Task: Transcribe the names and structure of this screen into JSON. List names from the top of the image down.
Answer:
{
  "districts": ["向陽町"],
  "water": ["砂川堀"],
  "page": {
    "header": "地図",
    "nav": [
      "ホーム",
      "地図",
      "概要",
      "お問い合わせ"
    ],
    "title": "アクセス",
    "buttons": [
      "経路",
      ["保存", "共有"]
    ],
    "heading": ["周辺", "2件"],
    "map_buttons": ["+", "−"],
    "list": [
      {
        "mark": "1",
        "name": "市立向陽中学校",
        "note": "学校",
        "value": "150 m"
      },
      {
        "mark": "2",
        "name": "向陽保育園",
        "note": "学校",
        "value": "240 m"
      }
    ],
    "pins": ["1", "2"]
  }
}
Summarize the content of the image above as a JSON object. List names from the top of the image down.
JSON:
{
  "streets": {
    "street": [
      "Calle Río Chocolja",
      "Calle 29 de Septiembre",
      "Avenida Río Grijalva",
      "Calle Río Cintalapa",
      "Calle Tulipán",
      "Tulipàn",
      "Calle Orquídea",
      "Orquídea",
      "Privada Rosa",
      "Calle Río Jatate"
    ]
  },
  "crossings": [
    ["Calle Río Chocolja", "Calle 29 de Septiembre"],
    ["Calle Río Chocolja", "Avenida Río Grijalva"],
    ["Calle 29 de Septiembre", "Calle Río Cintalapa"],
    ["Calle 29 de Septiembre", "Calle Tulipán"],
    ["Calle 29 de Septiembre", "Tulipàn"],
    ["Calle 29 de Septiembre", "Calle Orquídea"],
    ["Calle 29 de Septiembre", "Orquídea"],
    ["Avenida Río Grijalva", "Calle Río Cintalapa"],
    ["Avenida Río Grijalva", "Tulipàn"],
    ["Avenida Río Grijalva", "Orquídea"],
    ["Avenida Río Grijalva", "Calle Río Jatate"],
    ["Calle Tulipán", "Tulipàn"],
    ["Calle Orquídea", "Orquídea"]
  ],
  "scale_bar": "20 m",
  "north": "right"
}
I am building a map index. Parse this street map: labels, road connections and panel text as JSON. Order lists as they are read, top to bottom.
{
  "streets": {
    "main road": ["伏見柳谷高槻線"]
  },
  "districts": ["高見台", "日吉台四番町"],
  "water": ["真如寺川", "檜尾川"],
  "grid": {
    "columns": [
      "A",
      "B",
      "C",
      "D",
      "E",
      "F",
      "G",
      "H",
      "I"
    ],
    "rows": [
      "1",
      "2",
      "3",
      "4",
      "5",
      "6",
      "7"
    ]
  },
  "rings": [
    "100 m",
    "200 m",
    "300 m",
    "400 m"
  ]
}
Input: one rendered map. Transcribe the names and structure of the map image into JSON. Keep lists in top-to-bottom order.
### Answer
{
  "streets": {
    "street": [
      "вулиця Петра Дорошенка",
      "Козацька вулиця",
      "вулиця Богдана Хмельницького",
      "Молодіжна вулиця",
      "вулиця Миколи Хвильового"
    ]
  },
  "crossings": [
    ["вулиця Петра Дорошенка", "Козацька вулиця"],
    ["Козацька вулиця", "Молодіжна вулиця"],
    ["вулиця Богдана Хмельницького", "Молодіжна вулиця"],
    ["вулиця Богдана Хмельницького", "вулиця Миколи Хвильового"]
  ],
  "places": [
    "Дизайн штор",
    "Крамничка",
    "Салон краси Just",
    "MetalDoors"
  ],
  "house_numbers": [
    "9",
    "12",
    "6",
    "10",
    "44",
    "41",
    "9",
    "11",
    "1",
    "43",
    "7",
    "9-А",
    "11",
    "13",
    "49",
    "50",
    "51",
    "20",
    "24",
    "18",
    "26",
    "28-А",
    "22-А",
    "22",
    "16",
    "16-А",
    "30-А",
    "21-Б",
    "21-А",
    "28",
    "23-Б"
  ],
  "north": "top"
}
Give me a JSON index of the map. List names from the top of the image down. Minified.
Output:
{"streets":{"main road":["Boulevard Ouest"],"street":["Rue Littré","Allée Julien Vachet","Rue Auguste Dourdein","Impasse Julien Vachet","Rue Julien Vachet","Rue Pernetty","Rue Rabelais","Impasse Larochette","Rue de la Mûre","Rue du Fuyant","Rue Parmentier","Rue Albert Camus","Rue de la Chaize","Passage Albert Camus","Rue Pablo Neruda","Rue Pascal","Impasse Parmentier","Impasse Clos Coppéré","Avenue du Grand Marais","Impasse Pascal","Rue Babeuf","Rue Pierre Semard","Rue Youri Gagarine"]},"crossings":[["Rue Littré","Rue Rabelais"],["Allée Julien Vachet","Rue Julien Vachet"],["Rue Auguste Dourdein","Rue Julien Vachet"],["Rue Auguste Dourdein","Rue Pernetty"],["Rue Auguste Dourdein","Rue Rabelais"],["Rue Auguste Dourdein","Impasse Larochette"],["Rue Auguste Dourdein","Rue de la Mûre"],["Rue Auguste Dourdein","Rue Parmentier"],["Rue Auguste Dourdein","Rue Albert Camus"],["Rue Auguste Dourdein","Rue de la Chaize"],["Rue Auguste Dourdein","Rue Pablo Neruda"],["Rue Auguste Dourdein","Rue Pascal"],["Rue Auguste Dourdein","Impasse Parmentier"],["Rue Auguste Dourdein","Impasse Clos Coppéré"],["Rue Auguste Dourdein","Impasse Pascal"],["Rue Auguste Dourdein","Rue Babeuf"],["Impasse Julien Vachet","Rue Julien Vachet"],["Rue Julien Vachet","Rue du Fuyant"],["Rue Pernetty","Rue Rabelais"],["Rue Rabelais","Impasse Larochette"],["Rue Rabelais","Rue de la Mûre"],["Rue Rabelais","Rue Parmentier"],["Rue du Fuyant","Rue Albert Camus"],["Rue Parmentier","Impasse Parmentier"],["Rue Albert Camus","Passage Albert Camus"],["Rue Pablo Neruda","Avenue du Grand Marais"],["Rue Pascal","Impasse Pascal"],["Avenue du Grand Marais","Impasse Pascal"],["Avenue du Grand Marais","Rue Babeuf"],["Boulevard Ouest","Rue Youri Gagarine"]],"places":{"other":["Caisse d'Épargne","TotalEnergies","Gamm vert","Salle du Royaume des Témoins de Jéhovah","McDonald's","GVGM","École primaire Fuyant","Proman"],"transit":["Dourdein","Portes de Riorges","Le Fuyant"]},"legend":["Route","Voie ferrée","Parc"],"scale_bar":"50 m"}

### WHAT YOU WILL DO
Say how many lines contain "Orquídea" in the material above; the number is the whole answer.

### SOLUTION TO THIS EXERCISE
6